- **Exercise instructions**
Take the listing and print it in full, exactly as given.

- **Data**
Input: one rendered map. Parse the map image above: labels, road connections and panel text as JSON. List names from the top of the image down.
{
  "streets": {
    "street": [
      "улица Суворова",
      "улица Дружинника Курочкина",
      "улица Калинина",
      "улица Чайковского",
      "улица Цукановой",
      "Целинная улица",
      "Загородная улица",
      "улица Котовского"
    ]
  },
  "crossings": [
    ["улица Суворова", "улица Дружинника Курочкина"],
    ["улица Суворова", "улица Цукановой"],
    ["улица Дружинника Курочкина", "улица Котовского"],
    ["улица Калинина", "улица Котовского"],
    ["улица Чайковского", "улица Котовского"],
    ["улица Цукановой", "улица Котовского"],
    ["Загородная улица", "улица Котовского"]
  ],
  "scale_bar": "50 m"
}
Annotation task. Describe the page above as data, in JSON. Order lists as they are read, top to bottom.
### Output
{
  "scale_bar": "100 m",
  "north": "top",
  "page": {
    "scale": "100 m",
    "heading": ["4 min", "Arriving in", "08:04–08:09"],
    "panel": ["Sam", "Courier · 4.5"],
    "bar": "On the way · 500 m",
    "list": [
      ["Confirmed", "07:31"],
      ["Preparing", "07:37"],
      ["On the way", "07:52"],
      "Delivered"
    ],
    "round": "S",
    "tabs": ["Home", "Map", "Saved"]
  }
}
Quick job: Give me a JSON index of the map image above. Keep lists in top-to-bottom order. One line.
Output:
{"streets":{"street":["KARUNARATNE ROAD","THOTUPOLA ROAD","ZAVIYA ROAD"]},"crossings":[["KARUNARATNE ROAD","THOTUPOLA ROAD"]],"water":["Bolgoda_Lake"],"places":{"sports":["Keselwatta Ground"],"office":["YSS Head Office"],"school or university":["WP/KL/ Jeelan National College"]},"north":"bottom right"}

- **Response for this exercise**
Input: one rendered map. Parse the map image above: labels, road connections and panel text as JSON. List names from the top of the image down.
{
  "streets": {
    "street": [
      "улица Суворова",
      "улица Дружинника Курочкина",
      "улица Калинина",
      "улица Чайковского",
      "улица Цукановой",
      "Целинная улица",
      "Загородная улица",
      "улица Котовского"
    ]
  },
  "crossings": [
    ["улица Суворова", "улица Дружинника Курочкина"],
    ["улица Суворова", "улица Цукановой"],
    ["улица Дружинника Курочкина", "улица Котовского"],
    ["улица Калинина", "улица Котовского"],
    ["улица Чайковского", "улица Котовского"],
    ["улица Цукановой", "улица Котовского"],
    ["Загородная улица", "улица Котовского"]
  ],
  "scale_bar": "50 m"
}
Annotation task. Describe the page above as data, in JSON. Order lists as they are read, top to bottom.
### Output
{
  "scale_bar": "100 m",
  "north": "top",
  "page": {
    "scale": "100 m",
    "heading": ["4 min", "Arriving in", "08:04–08:09"],
    "panel": ["Sam", "Courier · 4.5"],
    "bar": "On the way · 500 m",
    "list": [
      ["Confirmed", "07:31"],
      ["Preparing", "07:37"],
      ["On the way", "07:52"],
      "Delivered"
    ],
    "round": "S",
    "tabs": ["Home", "Map", "Saved"]
  }
}
Quick job: Give me a JSON index of the map image above. Keep lists in top-to-bottom order. One line.
Output:
{"streets":{"street":["KARUNARATNE ROAD","THOTUPOLA ROAD","ZAVIYA ROAD"]},"crossings":[["KARUNARATNE ROAD","THOTUPOLA ROAD"]],"water":["Bolgoda_Lake"],"places":{"sports":["Keselwatta Ground"],"office":["YSS Head Office"],"school or university":["WP/KL/ Jeelan National College"]},"north":"bottom right"}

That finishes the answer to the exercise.